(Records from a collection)

▼

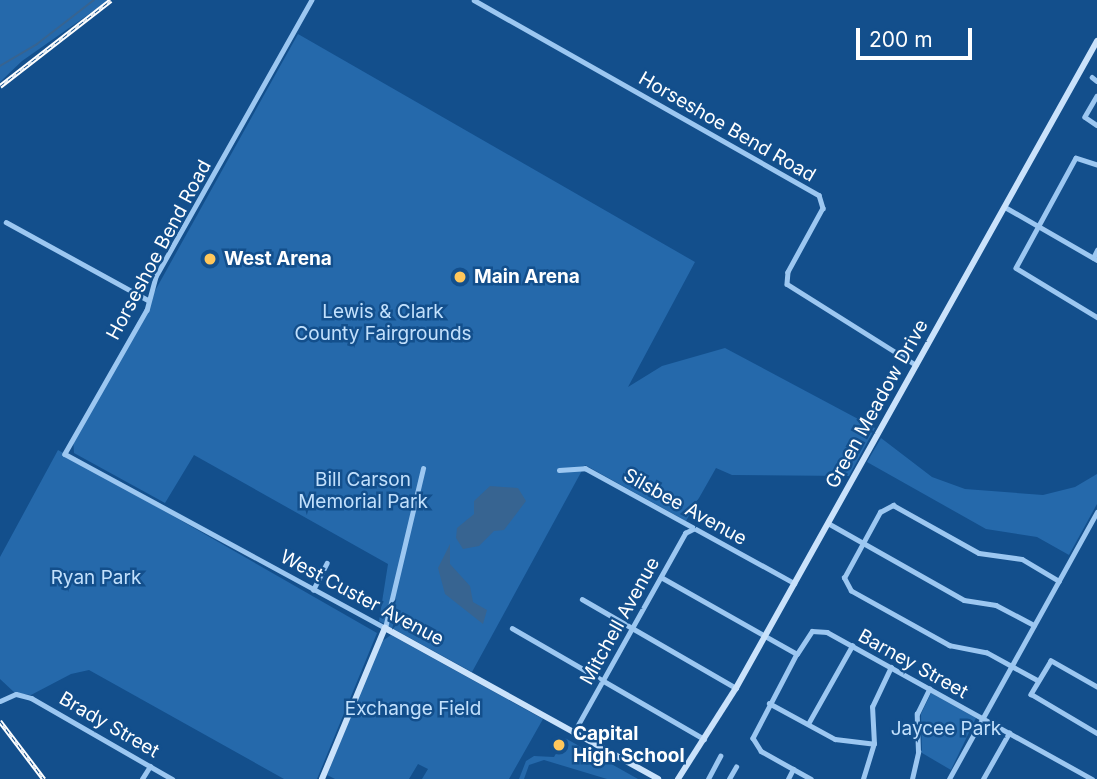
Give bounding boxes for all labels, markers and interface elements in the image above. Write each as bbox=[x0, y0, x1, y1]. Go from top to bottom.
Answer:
scale bar bbox=[859, 14, 974, 58]
text: 200 m bbox=[869, 27, 933, 52]
street label: Horseshoe Bend Road bbox=[635, 67, 819, 187]
street label: Horseshoe Bend Road bbox=[102, 156, 216, 344]
place label: West Arena bbox=[224, 248, 332, 270]
marker: West Arena bbox=[202, 251, 218, 267]
place label: Main Arena bbox=[474, 266, 580, 288]
marker: Main Arena bbox=[452, 269, 468, 285]
park label: Lewis & Clark County Fairgrounds bbox=[294, 301, 472, 345]
street label: Green Meadow Drive bbox=[821, 316, 933, 492]
street label: Silsbee Avenue bbox=[619, 464, 751, 550]
park label: Bill Carson Memorial Park bbox=[298, 469, 428, 513]
street label: West Custer Avenue bbox=[276, 545, 448, 651]
street label: Mitchell Avenue bbox=[576, 553, 664, 689]
park label: Ryan Park bbox=[51, 567, 141, 589]
street label: Barney Street bbox=[854, 624, 972, 704]
street label: Brady Street bbox=[55, 687, 163, 763]
park label: Exchange Field bbox=[345, 698, 481, 720]
park label: Jaycee Park bbox=[891, 718, 1001, 740]
place label: Capital High School bbox=[573, 723, 685, 767]
marker: Capital High School bbox=[551, 737, 567, 753]

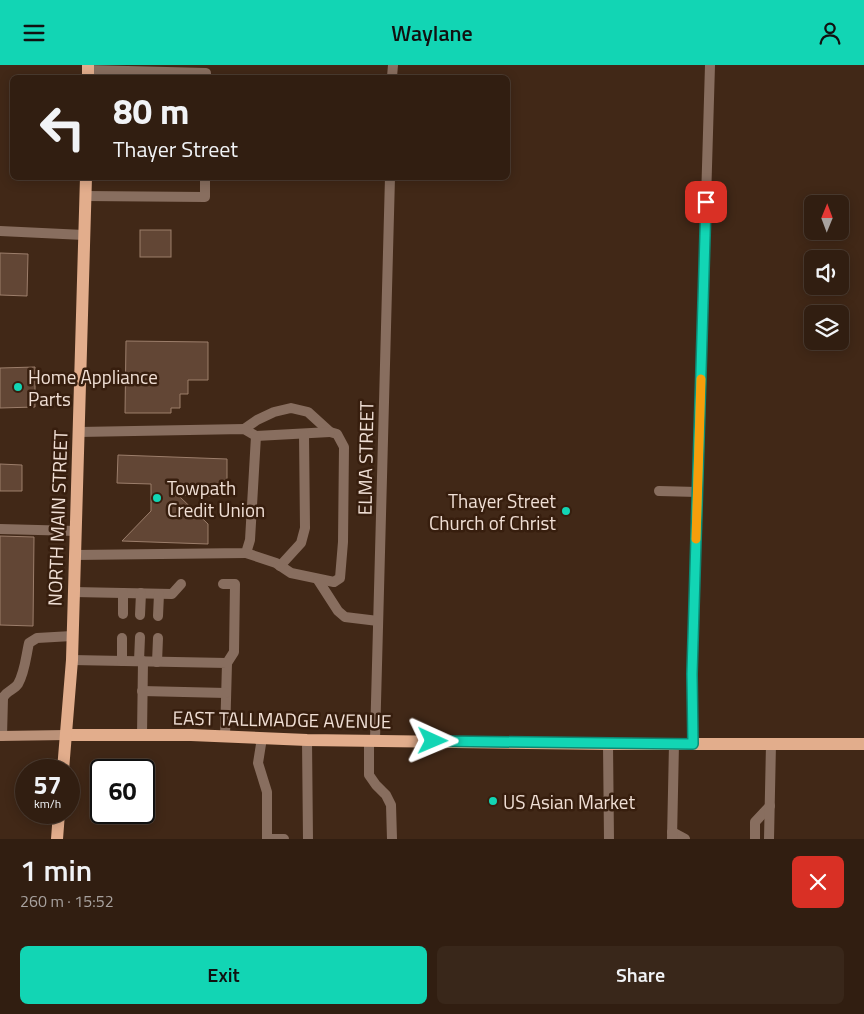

▲

_WHAT THE TASK ASKS_: No pictures go in the copy. Set down all the data exactly.

_SOLUTION_:
Give bounding boxes for all labels, markers and interface elements in the image above. Write each as bbox=[x0, y0, x1, y1]. Go from top to bottom.
Answer:
scale bar bbox=[859, 14, 974, 58]
text: 200 m bbox=[869, 27, 933, 52]
street label: Horseshoe Bend Road bbox=[635, 67, 819, 187]
street label: Horseshoe Bend Road bbox=[102, 156, 216, 344]
place label: West Arena bbox=[224, 248, 332, 270]
marker: West Arena bbox=[202, 251, 218, 267]
place label: Main Arena bbox=[474, 266, 580, 288]
marker: Main Arena bbox=[452, 269, 468, 285]
park label: Lewis & Clark County Fairgrounds bbox=[294, 301, 472, 345]
street label: Green Meadow Drive bbox=[821, 316, 933, 492]
street label: Silsbee Avenue bbox=[619, 464, 751, 550]
park label: Bill Carson Memorial Park bbox=[298, 469, 428, 513]
street label: West Custer Avenue bbox=[276, 545, 448, 651]
street label: Mitchell Avenue bbox=[576, 553, 664, 689]
park label: Ryan Park bbox=[51, 567, 141, 589]
street label: Barney Street bbox=[854, 624, 972, 704]
street label: Brady Street bbox=[55, 687, 163, 763]
park label: Exchange Field bbox=[345, 698, 481, 720]
park label: Jaycee Park bbox=[891, 718, 1001, 740]
place label: Capital High School bbox=[573, 723, 685, 767]
marker: Capital High School bbox=[551, 737, 567, 753]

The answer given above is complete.